Lord Best: Long-term certainty sounds great, but ultimately these decisions are political. The politicians themselves and their policies change frequently. Are we doing it as well as we could within those constraints?

Jonathan Spruce: With the National Infrastructure Commission, given where we have come from over the last 10 years, we have made a really good start. The transition to net zero, which is the key thing we are all focusing on, is a challenge of unprecedented complexity and scale. The necessity to look long term at how we deliver net zero by 2050 is really important.

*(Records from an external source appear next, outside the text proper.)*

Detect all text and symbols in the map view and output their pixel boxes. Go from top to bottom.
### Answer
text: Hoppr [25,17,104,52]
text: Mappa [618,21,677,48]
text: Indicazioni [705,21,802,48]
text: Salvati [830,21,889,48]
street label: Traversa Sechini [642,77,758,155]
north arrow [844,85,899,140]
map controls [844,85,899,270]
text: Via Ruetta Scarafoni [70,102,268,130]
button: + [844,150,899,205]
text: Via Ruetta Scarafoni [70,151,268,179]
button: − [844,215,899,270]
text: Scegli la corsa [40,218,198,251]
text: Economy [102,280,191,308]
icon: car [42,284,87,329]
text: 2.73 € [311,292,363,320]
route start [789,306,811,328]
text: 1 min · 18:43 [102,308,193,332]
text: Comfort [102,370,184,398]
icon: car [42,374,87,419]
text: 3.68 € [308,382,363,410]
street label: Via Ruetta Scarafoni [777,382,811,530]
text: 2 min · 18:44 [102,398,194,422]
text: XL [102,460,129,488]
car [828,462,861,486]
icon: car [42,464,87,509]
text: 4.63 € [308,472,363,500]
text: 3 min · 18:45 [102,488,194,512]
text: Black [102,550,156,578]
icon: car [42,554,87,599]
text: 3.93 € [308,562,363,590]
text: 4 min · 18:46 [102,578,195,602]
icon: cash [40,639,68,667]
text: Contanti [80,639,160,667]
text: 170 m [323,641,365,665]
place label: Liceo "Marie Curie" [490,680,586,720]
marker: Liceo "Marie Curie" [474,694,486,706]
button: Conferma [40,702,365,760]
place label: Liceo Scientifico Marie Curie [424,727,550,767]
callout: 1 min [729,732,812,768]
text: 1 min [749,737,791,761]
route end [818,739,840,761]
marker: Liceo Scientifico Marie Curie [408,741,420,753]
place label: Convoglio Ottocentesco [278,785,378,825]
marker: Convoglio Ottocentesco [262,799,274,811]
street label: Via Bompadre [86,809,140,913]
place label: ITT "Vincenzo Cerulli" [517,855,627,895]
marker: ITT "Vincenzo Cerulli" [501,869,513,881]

Planning for that long term allows us to work in the shorter term on innovation and on delivering things more efficiently. It also allows us to view infrastructure as an investment, not as a cost. That is really important because what we do now and in the short term on things such as low-carbon energy solutions and renewable energy will give us long-term benefits towards that net-zero transition and energy security, which are two really big challenges.

The Chair: Just coming back to your comment, we have heard different views about the question of whether the National Infrastructure Commission should be placed on a statutory footing. You support that idea. What practical effect and difference would that have? What would you like to see the commission doing differently as a result of being on a statutory footing?

Jonathan Spruce: The statutory footing does a number of things. It provides the industry with much greater certainty. The industry would benefit from the cycle of updates and the long-term certainty that the commission was giving. We at the institution do a lot of work with our international partners. Infrastructure Australia, the equivalent in Australia, is on a statutory footing. That allows the individual states, at a state level, to plan with the industry the delivery of the necessary infrastructure projects much more effectively and efficiently, with an idea of ensuring that the skills are there as well. That benefit of pipeline certainty in programmes that the statutory footing would give is really important.

It would also allow Parliament and government to use the commission as a provider of advice on infrastructure system development. It could help with scrutiny and challenge of government decisions, to address the problem we have just talked about of how long-term infrastructure planning is necessary but can often be short-circuited by short-term political planning.

Q25            Lord Carrington of Fulham: My interest is really in the financial aspects of what is happening. Are you satisfied with the way projects are evaluated by the Treasury? Does the Treasury understand how to do this properly? Does the Treasury do it accurately enough? Does it prioritise projects in the right way? In other words, does it manage to analyse whether one project should be brought forward as opposed to another?

One of the characteristics of major infrastructure projects is that the initial costings tend to be way out of line with the final cost. Is this something that we could get a better hold of? Could the Treasury, and indeed various other bodies, do a financial analysis of projects at their start that better reflects the likely outcome and helps control cost overruns in the process of construction?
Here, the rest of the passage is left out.